PERCUTANEOUS VERTEBROPLASTY

INDICATIONS:

Absolute:
1. Painful osteolytic metastatic lesion with intact posterior vertebral cortex.
2. Chronic (6-12 weeks) compression fracture with non-union.
3. Progressive kyphosis to >20° in a subacute (< 3 months) compression fracture.
4. Early vertebroplasty can be offered to patients unable to ambulate as a result of pain.

Relative:
1. Subacute (4-12 weeks) compression fracture with persistent pain despite adequate non-surgical management in ambulatory patients.
2. Acute compression fracture with > 20-30° kyphosis or > 40° collapse.
3. Acute compression fracture with one or more prior compression fractures and kyphotic deformity.
4. Patient should be informed that no long term data is available in treatment of benign pathology.
5. Chronic fractures with radiological signs of non-union.
6. ? at end of long posterior constructs.

CONTRA-INDICATIONS:

Absolute:
1. Fractures or neoplasms with spinal canal compromise.
2. Vertebra plana (complete vertebral body collapse).
3. Active local spinal infection.
4. Pregnancy

Relative:
1. Fractures and metastatic vertebrae with posterior vertebral cortex involvement.
2. Fracture in a patient with radicular symptoms.
3. Neurological symptoms.
4. Less than one third vertebral body remaining inferior to pedicle.
5. Prophylactic use is not indicated except for occasional use at the end of a long spinal construct.
7. High velocity fractures, especially in younger individuals.
8. Allergy to devices and contrast medium.
9. Bleeding disorder.

KYPHOPLASTY:

Indications:

1. It would appear that there is not a major difference in outcome if the procedure is compared with vertebroplasty.
2. Fracture reduction can be achieved with kyphoplasty but it is not certain whether it affects the clinical outcome.
3. Kyphoplasty needs to be performed under G.A. : is therefore not indicated in frail patients.
4. There might be a lower risk of neurological- and pulmonary complications due to lower pressure needed for injection and higher viscosity cement that can be used.
5. Reduction of the kyphotic angle may reduce the chance of a new fracture at an adjacent level.
6. Rate of cement leakage in treatment of osteolytic metastases is higher than in cases with osteoporotic fractures - ? rather use kyphoplasty in these cases.

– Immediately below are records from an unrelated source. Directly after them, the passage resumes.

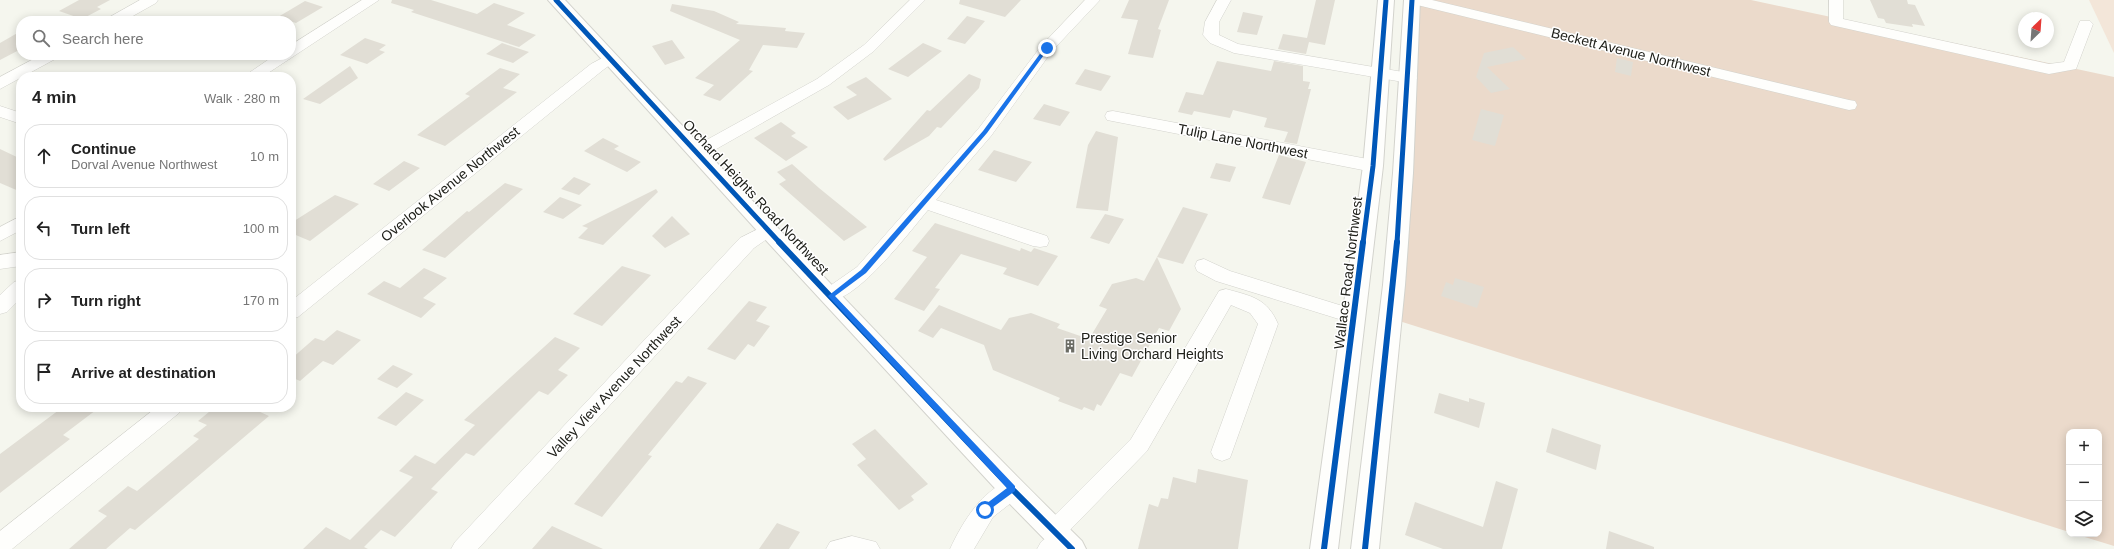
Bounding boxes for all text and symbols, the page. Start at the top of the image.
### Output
north arrow [2018,12,2054,48]
search box [16,16,296,60]
street label: Beckett Avenue Northwest [1550,24,1713,80]
icon: search [30,27,52,49]
text: Search here [62,30,144,47]
route end [1038,39,1056,57]
text: 4 min [32,88,76,107]
text: Walk · 280 m [204,91,280,106]
street label: Orchard Heights Road Northwest [680,116,832,278]
street label: Tulip Lane Northwest [1177,121,1309,161]
street label: Overlook Avenue Northwest [378,123,522,245]
text: Continue [71,140,136,157]
icon: ahead [33,145,55,167]
text: 10 m [250,149,279,164]
text: Dorval Avenue Northwest [71,157,217,172]
street label: Wallace Road Northwest [1331,196,1365,350]
icon: left [33,217,55,239]
text: Turn left [71,220,130,237]
text: 100 m [243,221,279,236]
icon: right [33,289,55,311]
text: Turn right [71,292,141,309]
text: 170 m [243,293,279,308]
street label: Valley View Avenue Northwest [544,313,684,461]
place label: Prestige Senior Living Orchard Heights [1081,330,1223,362]
building icon: Prestige Senior Living Orchard Heights [1062,338,1078,354]
icon: arrive [33,361,55,383]
text: Arrive at destination [71,364,216,381]
map controls [2066,429,2102,537]
button: + [2066,429,2102,465]
button: − [2066,465,2102,501]
route start [976,501,994,519]
button: layers [2066,501,2102,537]

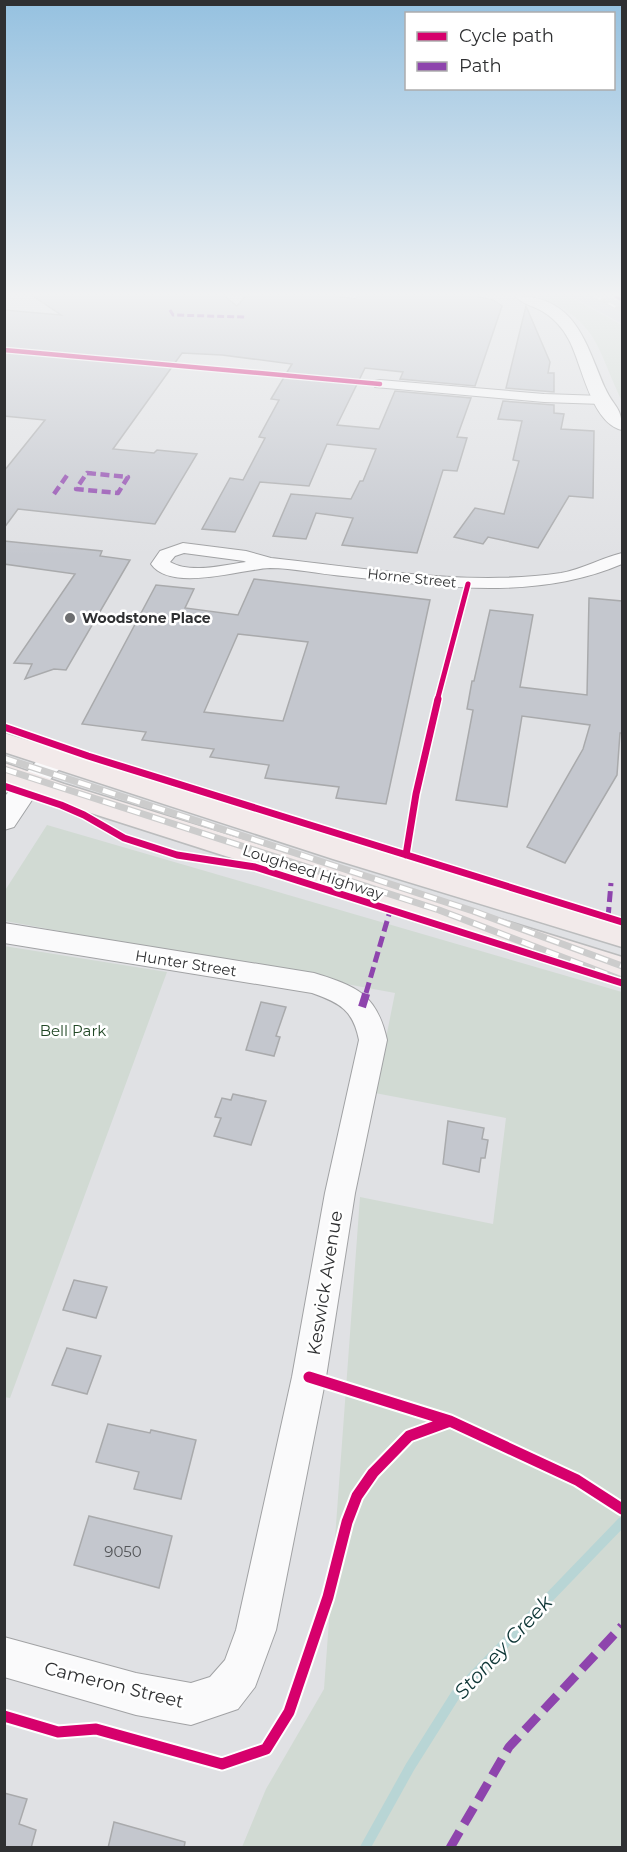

Contra-indications to Vertebroplasty

Absolute contraindications
Any form of Sepsis Epidural abscess, Osteomyelitis, Discitis, etc.
Uncorrectable coagulopathy - warfarin, heparin, etc
Trauma - Symptomatic spinal-cord compression at the level of the fracture.

- Unstable fractures or Fractured pedicles.

Pain unrelated to vertebral collapse.
Degenerative spinal disorders.
Solid tumours.
Severe cardiopulmonary disease.
Pregnancy.
Lack of surgical back up or patient monitoring facilities.

Relative contraindications

Inability of the patient to lie prone for the duration of the procedure.
Acute burst fractures.Complete loss of vertebral height (vertebra plana).
Use caution in patients <40 years of age, due to unknown natural history of polymethylmethacrylate in younger patients.